### Step 5: Inference and Deployment

We exported the trained model using Joblib and tested it on a single sample input. This section lays the foundation for integrating the model into a user-friendly interface like a Streamlit web app.


#  Step 5: Model Inference and Usage

This section demonstrates how to use the trained models in real-world settings for lung cancer prediction.



##  Saving the Models

All trained models are serialized using `joblib` and stored in the `models/` directory. This enables reusability without retraining and supports deployment into web or API frameworks like Streamlit or Flask.

Saved assets include:
- `logistic_model.pkl`
- `random_forest_model.pkl`
- `svm_model.pkl`
- `scaler.pkl` (for feature scaling)
- `imputer.pkl` (for handling missing values)

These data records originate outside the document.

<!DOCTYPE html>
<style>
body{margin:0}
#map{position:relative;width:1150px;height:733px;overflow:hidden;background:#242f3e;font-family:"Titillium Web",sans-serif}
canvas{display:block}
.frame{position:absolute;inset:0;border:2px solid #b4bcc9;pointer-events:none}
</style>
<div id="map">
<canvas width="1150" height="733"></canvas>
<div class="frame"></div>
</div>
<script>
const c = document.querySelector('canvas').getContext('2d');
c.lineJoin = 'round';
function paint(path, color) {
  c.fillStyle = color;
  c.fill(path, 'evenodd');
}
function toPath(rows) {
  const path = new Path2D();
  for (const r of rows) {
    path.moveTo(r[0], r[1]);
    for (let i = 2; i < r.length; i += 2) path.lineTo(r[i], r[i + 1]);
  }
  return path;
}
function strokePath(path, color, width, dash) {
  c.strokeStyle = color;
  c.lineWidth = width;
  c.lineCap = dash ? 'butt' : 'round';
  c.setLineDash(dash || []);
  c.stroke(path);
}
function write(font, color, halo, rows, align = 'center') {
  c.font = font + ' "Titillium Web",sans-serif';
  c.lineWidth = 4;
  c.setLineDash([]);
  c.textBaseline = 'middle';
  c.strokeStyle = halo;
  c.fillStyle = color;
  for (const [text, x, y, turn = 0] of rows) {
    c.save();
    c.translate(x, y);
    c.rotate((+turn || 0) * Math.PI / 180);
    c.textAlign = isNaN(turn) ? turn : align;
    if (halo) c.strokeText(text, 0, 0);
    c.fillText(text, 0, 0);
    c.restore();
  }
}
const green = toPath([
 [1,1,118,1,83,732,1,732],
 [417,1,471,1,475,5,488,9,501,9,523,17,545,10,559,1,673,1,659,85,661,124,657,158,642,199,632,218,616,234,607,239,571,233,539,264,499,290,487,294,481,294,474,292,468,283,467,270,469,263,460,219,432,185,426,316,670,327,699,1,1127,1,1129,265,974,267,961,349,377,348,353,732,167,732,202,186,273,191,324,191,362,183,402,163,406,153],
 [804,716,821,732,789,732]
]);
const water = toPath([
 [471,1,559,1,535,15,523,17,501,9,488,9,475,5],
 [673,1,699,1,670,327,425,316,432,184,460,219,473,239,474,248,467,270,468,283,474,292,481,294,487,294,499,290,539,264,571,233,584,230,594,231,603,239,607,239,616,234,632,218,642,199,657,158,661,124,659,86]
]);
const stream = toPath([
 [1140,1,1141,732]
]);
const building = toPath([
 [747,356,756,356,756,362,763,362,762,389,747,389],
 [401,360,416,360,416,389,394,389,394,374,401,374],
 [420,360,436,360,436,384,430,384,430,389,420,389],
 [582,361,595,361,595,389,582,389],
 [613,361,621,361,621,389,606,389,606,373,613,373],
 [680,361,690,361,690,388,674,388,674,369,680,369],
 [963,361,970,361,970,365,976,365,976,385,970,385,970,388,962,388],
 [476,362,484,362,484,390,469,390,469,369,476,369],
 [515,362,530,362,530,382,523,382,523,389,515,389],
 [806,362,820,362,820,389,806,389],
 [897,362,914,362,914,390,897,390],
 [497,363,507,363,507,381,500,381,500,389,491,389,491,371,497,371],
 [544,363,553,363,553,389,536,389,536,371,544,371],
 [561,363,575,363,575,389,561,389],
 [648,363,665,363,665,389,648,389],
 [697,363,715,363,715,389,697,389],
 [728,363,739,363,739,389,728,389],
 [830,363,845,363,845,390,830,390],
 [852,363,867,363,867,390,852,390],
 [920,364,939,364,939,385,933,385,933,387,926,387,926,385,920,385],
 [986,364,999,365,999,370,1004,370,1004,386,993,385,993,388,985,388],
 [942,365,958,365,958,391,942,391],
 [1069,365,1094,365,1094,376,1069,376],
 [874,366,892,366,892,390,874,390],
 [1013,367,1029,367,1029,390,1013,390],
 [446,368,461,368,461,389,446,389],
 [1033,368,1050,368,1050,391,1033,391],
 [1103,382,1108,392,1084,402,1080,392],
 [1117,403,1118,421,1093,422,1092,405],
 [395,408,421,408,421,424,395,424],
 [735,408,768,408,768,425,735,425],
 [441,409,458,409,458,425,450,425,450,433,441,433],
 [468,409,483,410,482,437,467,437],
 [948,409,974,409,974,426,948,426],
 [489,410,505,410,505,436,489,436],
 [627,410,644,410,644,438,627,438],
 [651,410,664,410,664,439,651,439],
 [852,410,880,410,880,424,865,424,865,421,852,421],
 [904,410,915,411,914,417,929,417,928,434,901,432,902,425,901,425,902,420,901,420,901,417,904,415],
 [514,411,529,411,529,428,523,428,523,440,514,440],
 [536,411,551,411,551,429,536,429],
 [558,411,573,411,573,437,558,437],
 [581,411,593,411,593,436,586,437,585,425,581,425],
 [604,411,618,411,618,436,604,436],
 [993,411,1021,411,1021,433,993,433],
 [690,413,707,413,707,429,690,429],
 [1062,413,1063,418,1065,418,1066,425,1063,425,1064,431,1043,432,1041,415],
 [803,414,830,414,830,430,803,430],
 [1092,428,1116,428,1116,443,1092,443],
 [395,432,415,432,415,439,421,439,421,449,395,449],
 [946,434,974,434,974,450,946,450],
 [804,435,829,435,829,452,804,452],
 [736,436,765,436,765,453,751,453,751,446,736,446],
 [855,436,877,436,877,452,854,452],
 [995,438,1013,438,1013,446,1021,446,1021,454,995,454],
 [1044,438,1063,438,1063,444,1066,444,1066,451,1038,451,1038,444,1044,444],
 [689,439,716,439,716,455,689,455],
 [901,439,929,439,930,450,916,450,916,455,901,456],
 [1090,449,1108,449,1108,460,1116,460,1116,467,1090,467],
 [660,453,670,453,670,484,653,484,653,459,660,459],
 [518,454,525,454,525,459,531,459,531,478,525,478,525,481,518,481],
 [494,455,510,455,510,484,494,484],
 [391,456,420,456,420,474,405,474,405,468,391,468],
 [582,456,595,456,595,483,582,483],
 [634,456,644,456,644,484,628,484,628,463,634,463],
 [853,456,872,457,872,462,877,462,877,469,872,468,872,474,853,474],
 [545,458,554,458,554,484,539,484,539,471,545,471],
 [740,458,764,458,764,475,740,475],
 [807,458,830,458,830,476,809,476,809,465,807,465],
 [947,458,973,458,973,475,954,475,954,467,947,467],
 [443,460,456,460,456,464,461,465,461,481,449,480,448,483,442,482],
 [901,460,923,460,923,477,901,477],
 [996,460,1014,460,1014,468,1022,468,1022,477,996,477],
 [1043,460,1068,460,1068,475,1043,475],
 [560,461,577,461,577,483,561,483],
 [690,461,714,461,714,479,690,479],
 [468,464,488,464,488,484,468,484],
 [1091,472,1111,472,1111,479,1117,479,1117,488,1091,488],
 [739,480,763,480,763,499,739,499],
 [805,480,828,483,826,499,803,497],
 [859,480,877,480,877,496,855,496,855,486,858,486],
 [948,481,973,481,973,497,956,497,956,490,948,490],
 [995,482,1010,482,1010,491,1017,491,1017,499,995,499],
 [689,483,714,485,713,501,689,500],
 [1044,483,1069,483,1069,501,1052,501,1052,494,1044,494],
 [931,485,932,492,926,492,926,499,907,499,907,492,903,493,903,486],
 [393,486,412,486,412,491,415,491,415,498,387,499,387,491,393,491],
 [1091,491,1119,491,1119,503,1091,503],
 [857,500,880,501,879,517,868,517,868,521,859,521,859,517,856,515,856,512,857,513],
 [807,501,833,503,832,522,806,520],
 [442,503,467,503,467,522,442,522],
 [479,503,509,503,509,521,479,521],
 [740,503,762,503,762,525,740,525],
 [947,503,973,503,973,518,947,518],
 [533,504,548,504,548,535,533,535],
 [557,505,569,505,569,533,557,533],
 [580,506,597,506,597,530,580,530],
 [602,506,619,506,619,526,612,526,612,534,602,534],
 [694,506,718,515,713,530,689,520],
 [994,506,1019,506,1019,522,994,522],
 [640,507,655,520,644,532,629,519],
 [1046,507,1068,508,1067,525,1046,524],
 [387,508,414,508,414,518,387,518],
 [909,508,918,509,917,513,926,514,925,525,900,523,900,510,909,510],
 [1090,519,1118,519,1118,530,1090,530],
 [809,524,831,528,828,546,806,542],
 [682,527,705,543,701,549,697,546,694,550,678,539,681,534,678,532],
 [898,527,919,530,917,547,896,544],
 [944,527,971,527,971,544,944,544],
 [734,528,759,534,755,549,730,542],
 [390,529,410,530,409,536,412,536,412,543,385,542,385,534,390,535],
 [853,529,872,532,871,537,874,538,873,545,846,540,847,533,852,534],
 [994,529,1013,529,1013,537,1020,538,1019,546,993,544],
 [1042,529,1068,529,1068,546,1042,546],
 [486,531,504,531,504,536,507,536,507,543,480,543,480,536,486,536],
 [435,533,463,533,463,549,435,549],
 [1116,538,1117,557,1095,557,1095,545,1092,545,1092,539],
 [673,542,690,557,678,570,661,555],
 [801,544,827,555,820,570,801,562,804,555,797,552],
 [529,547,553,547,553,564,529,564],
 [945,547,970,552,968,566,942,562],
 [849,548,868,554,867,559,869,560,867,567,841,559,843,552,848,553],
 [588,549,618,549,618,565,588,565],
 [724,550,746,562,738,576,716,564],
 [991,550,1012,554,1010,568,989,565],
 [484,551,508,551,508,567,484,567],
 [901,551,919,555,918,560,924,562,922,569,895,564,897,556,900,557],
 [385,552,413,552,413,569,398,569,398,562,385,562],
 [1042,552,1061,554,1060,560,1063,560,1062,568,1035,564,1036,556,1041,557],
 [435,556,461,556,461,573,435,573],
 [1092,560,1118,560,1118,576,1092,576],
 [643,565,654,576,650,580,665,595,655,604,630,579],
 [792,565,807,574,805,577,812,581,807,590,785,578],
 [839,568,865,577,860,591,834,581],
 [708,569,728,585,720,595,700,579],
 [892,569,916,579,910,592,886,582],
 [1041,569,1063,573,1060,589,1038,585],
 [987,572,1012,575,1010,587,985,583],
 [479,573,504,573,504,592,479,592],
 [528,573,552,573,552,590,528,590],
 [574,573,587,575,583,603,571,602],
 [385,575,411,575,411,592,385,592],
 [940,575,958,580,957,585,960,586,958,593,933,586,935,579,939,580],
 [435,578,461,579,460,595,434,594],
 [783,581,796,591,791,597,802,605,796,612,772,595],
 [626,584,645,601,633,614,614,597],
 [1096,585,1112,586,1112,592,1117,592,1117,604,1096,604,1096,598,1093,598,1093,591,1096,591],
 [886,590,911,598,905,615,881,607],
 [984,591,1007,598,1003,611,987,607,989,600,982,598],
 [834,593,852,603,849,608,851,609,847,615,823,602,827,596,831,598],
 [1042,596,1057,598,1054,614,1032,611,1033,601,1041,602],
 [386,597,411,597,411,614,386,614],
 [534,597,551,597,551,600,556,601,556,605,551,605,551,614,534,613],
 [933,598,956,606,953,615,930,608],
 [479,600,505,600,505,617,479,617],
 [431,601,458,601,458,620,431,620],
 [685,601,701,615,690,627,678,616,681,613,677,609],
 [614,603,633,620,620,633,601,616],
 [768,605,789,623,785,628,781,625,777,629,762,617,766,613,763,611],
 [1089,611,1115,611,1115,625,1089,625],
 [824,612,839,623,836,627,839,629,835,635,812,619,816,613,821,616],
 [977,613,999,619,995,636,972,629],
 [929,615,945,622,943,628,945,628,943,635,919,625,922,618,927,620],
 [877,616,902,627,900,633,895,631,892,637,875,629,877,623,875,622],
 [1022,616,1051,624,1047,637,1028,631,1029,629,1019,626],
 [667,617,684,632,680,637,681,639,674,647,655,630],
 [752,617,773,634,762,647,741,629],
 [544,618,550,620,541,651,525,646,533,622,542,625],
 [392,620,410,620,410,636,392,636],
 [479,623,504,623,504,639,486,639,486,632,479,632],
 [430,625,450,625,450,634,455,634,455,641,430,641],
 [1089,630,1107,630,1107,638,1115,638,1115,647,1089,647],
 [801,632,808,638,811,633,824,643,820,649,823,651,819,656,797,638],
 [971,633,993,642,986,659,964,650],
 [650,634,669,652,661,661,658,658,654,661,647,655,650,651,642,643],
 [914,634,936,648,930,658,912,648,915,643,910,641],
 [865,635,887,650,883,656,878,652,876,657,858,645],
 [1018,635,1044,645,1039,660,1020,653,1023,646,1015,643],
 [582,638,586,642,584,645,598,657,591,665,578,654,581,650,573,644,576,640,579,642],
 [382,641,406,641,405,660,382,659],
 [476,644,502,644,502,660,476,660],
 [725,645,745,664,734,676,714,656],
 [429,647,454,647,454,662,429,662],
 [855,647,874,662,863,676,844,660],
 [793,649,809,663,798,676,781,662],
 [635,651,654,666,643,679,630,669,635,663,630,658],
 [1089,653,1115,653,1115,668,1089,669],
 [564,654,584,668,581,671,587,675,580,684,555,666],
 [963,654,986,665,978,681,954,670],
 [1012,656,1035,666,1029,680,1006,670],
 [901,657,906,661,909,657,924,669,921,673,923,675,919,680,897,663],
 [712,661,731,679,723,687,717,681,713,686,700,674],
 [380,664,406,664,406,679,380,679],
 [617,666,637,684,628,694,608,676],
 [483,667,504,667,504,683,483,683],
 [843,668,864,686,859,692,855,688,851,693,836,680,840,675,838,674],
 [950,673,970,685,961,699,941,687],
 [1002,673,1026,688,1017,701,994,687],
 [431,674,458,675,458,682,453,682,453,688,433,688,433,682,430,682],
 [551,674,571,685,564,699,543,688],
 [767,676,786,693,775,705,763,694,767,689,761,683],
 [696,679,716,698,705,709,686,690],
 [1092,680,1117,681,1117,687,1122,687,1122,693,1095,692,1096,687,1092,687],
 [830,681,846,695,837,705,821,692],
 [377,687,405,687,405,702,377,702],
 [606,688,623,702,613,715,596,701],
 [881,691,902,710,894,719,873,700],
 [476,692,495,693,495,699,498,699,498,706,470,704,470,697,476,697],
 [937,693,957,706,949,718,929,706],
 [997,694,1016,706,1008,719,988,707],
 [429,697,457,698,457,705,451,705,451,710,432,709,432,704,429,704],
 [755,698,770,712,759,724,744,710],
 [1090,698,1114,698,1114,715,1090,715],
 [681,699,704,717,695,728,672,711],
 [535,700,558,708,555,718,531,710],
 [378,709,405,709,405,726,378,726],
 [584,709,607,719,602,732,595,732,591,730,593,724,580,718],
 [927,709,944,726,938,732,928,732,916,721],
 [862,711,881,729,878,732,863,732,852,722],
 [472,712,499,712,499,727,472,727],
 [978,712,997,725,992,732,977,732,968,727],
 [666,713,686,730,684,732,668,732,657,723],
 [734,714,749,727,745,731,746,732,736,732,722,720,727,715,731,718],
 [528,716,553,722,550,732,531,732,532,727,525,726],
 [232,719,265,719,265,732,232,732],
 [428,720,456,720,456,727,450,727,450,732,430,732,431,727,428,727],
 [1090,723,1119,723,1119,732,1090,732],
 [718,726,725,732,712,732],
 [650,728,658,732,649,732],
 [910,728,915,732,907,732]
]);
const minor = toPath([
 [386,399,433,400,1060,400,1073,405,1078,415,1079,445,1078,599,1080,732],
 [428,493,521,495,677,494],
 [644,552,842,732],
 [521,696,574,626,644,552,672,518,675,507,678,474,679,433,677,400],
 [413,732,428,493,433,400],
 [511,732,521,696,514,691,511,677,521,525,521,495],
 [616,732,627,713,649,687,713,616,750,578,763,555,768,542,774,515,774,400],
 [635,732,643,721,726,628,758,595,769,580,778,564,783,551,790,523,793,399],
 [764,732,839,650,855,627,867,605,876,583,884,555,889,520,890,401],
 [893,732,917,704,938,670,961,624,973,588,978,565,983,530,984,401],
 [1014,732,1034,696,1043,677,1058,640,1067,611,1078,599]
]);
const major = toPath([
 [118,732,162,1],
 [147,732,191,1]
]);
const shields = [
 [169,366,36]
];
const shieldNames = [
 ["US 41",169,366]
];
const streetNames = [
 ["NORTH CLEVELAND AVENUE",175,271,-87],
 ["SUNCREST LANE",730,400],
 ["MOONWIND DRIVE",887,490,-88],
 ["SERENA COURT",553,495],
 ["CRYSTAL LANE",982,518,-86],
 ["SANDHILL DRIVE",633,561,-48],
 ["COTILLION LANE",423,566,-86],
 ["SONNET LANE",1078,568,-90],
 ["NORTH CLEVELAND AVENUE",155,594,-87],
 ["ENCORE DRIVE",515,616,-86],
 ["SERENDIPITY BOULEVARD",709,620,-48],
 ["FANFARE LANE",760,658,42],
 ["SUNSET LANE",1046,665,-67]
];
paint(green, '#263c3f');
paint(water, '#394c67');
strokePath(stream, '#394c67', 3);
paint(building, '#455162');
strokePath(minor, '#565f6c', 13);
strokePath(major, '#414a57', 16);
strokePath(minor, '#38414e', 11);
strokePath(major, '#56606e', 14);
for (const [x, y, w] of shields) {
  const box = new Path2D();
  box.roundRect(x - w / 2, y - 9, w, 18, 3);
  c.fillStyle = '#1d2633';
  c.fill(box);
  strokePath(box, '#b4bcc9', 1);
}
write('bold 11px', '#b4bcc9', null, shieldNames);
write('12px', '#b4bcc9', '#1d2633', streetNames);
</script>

##  Loading and Making Predictions

We load the saved models and apply them to new sample inputs. For this demonstration, we select a few samples from the test set and predict their labels.

We also show how the prediction can be integrated into an interactive application for end users (e.g., doctors or lab technicians).


##  Example Output

- Input: Normalized feature vector from an unseen patient sample  
- Output: `Prediction: Lung Cancer` or `Prediction: Normal`

This simple interface will later be enhanced into a user-friendly app using **Streamlit**.



##  Ready for Deployment

With the models and preprocessing pipeline saved, this notebook serves as the foundation for:
- Building a diagnostic app using **Streamlit**
- Hosting a REST API endpoint
- Integrating into clinical decision support systems




### Saving and Reloading Imputer

To handle missing values consistently across training and inference, we use `SimpleImputer` with the "mean" strategy. This imputer is fitted on the training data and saved using `joblib`. It can be reloaded later to ensure the same transformation logic is applied during model deployment.


In [7]:
import pandas as pd
print(df.columns.tolist())


['Unnamed: 0', 'gene 1', 'gene 2', 'gene 3', 'miRNA_21', 'miRNA_34a', 'Label']


In [11]:
import pandas as pd
from sklearn.impute import SimpleImputer
from sklearn.preprocessing import StandardScaler
from sklearn.ensemble import RandomForestClassifier
from sklearn.model_selection import train_test_split
import joblib
import os

# Load your cleaned data
df = pd.read_csv("C:/Users/sanja/cfDNA-Lung-Cancer-ML/data/processed/merged_labeled_light.csv")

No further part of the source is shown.